About the Bharatiya Antariksh Station
The Bharatiya Antariksh Station is India’s planned modular space station, designed and operated by the Indian Space Research Organisation (ISRO), founded in 1969 and headquartered in Bengaluru. Announced formally in 2019 and approved in 2024, BAS will carry five modules including a core, science, lab and Common Berthing Mechanism unit. It supports three to four astronauts nominally, six for short stays.
What does this mean for Indian space startups?
The India Space Station programme has moved from a government-only project to a public-private build.
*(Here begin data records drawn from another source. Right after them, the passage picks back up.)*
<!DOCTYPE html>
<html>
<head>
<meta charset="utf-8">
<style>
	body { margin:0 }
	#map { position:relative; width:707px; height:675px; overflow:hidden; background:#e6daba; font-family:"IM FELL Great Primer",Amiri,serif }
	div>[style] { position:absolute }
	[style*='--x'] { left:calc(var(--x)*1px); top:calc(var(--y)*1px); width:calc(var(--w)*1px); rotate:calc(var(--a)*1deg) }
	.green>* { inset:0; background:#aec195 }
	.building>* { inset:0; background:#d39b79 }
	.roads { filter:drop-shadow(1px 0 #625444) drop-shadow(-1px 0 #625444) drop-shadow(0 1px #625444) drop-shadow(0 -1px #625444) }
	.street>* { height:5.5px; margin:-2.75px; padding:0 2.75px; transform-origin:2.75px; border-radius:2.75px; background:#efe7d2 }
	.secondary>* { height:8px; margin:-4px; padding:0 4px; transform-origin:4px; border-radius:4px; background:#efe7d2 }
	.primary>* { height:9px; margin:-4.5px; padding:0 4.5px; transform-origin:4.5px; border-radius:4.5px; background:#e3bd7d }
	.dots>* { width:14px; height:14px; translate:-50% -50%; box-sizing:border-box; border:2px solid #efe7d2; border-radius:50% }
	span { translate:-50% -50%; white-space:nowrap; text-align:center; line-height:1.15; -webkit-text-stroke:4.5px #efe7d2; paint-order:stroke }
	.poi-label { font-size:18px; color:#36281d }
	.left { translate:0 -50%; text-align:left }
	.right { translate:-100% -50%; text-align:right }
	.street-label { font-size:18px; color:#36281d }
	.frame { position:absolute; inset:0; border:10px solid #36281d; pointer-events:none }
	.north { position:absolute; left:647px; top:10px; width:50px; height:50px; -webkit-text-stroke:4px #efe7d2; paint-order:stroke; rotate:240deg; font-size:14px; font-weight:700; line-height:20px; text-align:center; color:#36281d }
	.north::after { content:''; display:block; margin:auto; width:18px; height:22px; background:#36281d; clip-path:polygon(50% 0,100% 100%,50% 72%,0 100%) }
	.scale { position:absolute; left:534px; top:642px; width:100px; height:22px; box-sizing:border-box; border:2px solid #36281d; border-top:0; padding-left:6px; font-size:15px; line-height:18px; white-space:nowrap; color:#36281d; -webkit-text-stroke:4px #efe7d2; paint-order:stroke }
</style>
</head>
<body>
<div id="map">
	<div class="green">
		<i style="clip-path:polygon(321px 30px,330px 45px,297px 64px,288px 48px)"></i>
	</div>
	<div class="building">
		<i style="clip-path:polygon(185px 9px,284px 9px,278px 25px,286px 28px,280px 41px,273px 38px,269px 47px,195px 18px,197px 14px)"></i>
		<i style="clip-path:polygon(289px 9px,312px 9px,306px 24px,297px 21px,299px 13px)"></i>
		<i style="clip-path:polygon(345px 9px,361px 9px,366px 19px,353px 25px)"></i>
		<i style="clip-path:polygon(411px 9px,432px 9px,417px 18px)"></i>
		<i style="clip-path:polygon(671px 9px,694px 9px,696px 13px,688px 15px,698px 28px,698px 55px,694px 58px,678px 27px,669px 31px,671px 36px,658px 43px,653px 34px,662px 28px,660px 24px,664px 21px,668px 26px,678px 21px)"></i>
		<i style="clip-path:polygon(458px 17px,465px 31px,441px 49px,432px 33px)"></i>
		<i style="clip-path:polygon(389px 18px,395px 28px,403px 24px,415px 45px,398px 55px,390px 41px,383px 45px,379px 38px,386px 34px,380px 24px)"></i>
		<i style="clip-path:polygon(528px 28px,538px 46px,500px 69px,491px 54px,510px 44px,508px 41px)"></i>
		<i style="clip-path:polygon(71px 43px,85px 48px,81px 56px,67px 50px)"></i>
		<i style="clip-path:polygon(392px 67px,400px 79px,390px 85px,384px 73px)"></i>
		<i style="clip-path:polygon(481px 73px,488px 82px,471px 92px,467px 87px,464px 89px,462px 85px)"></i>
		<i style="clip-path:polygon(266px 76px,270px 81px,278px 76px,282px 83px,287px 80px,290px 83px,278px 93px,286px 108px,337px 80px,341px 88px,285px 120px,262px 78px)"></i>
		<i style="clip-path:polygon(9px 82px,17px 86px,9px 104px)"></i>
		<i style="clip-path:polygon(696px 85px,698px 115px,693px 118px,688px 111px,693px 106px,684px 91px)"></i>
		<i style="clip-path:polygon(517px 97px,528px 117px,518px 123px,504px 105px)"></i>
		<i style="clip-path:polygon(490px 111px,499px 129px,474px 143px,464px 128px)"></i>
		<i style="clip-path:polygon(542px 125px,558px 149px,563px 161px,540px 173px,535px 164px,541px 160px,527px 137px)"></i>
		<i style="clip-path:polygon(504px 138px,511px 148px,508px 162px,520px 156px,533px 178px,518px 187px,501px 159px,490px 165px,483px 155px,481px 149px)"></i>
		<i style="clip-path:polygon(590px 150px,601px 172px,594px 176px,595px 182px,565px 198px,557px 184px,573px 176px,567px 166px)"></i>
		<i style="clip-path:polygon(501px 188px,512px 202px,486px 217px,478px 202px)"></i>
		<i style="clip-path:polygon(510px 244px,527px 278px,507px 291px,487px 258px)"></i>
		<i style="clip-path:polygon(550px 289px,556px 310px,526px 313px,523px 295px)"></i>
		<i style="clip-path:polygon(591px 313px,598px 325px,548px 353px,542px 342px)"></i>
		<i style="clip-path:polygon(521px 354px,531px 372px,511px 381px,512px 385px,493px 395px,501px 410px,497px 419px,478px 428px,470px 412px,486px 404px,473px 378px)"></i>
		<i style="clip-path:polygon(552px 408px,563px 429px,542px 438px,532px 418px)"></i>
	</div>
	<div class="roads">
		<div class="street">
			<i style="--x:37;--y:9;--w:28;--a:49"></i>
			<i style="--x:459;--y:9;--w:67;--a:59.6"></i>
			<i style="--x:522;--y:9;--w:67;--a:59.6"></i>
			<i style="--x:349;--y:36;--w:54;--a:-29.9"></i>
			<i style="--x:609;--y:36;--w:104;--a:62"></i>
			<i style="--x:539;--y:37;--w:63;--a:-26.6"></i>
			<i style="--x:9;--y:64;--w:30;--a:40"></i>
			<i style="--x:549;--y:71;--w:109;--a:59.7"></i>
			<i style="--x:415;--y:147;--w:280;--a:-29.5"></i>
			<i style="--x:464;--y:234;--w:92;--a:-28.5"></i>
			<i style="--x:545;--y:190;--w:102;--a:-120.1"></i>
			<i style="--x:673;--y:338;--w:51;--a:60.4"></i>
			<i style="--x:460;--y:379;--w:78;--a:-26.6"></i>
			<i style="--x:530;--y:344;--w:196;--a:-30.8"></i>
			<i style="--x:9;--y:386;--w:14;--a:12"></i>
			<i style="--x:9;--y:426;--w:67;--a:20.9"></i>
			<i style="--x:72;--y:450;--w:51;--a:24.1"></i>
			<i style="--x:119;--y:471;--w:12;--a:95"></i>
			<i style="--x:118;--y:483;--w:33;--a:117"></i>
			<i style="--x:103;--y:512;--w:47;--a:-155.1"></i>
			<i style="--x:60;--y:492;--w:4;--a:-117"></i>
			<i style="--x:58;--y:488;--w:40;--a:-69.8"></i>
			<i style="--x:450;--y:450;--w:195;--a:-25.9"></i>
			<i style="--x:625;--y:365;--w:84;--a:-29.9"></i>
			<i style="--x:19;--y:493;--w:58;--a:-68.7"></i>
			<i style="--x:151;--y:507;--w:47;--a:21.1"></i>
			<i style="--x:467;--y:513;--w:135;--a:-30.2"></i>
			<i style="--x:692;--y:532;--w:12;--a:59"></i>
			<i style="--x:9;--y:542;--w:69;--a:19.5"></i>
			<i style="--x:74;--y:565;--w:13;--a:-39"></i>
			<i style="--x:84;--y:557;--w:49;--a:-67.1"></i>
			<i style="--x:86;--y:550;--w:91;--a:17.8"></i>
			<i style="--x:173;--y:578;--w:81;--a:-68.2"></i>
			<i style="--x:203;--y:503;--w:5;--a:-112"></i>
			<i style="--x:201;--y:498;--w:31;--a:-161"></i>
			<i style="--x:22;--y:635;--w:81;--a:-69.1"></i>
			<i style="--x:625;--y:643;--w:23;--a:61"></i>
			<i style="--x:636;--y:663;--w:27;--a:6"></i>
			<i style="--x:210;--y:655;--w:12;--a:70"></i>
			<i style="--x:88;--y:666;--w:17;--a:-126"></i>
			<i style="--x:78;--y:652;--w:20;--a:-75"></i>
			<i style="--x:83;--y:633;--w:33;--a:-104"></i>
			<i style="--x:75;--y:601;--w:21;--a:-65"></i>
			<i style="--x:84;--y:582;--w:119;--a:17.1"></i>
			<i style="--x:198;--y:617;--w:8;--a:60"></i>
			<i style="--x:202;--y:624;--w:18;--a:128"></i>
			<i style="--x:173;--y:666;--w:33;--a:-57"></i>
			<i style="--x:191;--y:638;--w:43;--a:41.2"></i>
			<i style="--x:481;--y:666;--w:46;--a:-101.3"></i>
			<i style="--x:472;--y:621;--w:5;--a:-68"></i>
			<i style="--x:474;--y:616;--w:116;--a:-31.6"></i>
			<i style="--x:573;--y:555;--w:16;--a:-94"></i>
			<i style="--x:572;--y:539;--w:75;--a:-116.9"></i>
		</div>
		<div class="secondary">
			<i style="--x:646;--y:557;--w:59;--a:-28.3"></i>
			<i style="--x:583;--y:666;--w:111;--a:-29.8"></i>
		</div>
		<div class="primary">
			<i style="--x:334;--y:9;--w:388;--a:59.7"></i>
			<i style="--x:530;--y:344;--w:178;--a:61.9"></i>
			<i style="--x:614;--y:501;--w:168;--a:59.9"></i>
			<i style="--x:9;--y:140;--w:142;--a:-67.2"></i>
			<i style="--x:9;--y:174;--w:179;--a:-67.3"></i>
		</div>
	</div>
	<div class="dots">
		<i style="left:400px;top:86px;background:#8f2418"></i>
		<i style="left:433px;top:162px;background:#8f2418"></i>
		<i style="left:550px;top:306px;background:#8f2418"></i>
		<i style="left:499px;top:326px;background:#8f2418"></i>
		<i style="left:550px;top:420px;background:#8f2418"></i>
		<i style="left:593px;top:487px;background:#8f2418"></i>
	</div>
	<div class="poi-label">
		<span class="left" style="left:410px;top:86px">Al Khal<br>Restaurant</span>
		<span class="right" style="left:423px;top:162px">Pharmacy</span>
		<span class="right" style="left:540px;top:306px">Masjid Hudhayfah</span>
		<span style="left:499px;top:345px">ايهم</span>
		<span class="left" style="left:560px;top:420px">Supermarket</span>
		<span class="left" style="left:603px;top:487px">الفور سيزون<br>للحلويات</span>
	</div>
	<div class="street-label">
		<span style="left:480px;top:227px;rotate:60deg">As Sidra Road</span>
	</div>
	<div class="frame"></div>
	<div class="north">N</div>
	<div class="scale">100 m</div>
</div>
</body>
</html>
ISRO’s Vikram Sarabhai Space Centre issued an Expression of Interest inviting Indian industry to fabricate structural components of the first module. Commercial players were invited from January 2026 onward.
India is not satisfied with only this achievement. Because India believes, Grow More, Achieve More. India is also moving towards the goal of building its own space station, PM Narendra Modi said in Melbourne.
The Prime Minister also noted that India now has more than 2 lakh registered startups, with over 4,000 new ventures registering every month. Hundreds of these operate in defence and space, sectors that were shut to private participation until recently. He pointed to a private Indian firm preparing its first orbital rocket launch, a reference to Skyroot Aerospace and its Vikram-1 test flight, which carries a launch window between July 12 and August 4, 2026 from Satish Dhawan Space Centre.
How does BAS compare to other space stations?
BAS is a mid-sized station by global standards, deliberately so. It sits between China’s Tiangong and the far larger International Space Station in mass and crew capacity, which keeps the cost curve manageable.
| Station | Approx. Mass | Nominal Crew |
|---|---|---|
| Bharatiya Antariksh Station (planned) | 52 tonnes | 3 to 4 |
| Tiangong (China) | Around 100 tonnes | 3 |
| International Space Station | Around 420 tonnes | 7 |
What separates BAS is its docking design. ISRO has aligned BAS-01 subsystems with international docking standards, so crew and cargo craft from partner agencies can berth there. That makes the India Space Station a candidate hub for multinational missions rather than a closed national asset. ISRO’s official Gaganyaan programme page lists rendezvous and docking as a core technology being built for exactly this purpose.
What’s Next
The near-term milestone is the first crewed Gaganyaan flight, which must fly before BAS-1 can follow. ISRO has completed over 8,000 ground tests, with flight software simulations and environmental tests still in progress as of early 2026. Watch the VSSC industry tenders through late 2026, they will reveal which private firms make the cut. Which Indian space startup do you think lands the first BAS hardware contract?